# Assignment
Every line containing "Parque" should be copied out. Go through the entries and find them.

# Stored records
-=-=-=-=-
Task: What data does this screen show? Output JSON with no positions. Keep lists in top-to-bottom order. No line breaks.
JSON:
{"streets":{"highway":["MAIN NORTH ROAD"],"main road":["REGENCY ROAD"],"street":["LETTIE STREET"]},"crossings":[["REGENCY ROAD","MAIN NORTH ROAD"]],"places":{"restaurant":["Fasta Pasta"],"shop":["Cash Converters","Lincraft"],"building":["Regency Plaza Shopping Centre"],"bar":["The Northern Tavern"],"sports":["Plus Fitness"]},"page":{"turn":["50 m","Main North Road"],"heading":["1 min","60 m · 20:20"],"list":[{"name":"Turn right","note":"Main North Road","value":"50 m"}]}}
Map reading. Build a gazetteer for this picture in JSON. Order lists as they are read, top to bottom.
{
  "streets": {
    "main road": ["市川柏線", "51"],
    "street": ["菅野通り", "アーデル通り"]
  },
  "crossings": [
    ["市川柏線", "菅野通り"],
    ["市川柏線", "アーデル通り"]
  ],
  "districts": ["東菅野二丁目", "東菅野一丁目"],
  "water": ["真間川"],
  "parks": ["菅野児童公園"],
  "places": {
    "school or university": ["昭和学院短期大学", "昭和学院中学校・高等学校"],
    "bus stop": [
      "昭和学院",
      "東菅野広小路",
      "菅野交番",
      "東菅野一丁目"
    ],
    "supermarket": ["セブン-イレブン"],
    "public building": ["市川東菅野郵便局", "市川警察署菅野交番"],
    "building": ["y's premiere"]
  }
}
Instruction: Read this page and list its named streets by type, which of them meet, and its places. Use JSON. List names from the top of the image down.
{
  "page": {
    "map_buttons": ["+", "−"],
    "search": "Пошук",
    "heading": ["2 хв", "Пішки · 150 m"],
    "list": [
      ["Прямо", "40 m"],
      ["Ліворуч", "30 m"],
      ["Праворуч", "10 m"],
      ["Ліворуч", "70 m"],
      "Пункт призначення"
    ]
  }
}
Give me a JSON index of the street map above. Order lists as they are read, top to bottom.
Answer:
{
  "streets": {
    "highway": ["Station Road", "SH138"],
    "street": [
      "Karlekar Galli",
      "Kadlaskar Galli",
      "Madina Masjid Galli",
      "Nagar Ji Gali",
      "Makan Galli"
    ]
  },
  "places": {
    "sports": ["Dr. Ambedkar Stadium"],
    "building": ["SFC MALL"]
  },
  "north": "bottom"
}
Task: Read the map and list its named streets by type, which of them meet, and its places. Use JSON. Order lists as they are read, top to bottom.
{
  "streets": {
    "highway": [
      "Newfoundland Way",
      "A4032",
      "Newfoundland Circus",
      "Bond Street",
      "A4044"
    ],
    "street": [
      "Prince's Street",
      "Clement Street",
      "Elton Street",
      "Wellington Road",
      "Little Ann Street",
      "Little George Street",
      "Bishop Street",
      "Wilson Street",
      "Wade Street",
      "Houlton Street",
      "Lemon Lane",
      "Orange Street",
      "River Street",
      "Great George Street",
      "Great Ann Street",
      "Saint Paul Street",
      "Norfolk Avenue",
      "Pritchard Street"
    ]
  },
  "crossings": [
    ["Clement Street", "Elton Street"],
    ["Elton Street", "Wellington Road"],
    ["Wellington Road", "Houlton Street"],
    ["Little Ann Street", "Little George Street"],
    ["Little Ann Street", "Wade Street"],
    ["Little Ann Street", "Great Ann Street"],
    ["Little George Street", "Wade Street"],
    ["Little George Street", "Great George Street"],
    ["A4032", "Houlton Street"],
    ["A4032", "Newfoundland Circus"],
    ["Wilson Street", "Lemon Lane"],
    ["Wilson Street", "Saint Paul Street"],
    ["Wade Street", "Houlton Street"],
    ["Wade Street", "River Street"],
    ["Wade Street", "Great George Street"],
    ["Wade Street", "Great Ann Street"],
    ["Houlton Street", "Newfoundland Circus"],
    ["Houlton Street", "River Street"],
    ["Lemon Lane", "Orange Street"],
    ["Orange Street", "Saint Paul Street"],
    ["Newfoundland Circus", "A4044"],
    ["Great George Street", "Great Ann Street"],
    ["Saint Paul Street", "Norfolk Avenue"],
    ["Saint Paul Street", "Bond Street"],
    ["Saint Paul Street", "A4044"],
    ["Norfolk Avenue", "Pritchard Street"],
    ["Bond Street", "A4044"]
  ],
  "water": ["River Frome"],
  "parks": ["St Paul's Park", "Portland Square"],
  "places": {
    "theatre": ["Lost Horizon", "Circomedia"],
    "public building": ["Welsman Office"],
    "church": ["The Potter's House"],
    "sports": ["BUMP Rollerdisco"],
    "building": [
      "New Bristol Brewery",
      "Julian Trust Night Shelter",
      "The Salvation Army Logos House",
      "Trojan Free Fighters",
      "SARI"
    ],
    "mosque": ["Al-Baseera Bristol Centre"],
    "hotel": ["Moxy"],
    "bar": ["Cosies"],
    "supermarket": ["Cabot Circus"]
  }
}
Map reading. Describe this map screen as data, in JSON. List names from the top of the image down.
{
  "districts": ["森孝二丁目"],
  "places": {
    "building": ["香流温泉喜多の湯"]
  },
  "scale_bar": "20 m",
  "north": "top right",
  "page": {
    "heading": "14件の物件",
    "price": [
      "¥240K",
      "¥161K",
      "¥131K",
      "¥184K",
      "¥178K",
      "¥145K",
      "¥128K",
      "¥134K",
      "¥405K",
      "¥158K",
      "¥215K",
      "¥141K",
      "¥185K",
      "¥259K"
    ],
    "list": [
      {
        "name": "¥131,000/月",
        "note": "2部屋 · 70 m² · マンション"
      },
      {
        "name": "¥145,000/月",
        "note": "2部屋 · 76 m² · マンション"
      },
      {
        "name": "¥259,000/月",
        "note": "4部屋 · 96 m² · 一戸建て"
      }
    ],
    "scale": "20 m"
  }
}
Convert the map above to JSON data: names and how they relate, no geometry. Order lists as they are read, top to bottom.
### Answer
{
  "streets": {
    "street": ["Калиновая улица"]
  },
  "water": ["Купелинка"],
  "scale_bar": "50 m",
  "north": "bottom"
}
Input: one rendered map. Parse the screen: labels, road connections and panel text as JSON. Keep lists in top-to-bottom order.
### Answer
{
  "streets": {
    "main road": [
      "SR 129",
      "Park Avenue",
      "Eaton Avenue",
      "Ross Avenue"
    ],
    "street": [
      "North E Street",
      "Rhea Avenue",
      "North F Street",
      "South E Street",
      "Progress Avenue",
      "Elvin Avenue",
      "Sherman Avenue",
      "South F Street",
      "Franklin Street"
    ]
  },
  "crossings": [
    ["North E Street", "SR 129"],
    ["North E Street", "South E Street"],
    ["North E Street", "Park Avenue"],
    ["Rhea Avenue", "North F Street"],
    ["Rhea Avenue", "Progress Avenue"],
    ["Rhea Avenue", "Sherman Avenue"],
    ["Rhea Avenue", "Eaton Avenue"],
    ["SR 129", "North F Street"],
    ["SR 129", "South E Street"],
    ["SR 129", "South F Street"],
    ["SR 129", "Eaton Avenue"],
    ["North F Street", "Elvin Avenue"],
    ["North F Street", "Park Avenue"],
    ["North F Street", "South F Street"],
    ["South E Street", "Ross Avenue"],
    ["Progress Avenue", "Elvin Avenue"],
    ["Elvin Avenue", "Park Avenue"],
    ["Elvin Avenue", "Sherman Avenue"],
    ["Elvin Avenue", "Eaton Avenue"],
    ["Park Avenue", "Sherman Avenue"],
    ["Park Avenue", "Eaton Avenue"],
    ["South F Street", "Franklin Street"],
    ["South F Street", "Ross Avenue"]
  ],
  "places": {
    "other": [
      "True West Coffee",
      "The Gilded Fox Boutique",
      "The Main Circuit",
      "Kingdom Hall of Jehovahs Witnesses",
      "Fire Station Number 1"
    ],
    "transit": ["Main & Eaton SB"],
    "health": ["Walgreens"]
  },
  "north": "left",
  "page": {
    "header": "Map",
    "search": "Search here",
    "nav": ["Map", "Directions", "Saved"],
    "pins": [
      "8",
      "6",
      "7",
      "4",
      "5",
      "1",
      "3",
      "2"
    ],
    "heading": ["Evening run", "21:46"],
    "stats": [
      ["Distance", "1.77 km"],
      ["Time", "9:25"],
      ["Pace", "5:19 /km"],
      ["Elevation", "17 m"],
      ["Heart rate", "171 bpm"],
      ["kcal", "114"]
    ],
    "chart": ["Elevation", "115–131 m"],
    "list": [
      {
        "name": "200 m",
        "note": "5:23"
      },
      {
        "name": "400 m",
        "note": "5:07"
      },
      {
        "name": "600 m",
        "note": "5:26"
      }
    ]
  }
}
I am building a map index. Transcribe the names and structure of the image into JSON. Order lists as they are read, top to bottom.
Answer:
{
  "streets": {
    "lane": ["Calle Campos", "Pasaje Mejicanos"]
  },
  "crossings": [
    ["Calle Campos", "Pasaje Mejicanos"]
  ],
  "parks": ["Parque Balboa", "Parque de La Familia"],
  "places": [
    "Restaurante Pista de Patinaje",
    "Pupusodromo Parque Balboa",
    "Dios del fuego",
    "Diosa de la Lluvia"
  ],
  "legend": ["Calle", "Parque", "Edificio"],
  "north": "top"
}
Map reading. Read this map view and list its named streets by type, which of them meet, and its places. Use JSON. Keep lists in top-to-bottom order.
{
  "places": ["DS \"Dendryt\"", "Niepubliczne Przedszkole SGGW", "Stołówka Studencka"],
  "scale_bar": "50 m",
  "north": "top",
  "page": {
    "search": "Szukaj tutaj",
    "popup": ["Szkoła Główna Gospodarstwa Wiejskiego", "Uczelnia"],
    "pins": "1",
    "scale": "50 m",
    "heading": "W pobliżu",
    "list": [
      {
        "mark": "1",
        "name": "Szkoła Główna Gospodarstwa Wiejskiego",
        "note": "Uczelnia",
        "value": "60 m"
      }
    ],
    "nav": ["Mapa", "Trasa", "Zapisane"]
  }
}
-=-=-=-=-
# Worked solution
  "parks": ["Parque Balboa", "Parque de La Familia"],
    "Pupusodromo Parque Balboa",
  "legend": ["Calle", "Parque", "Edificio"],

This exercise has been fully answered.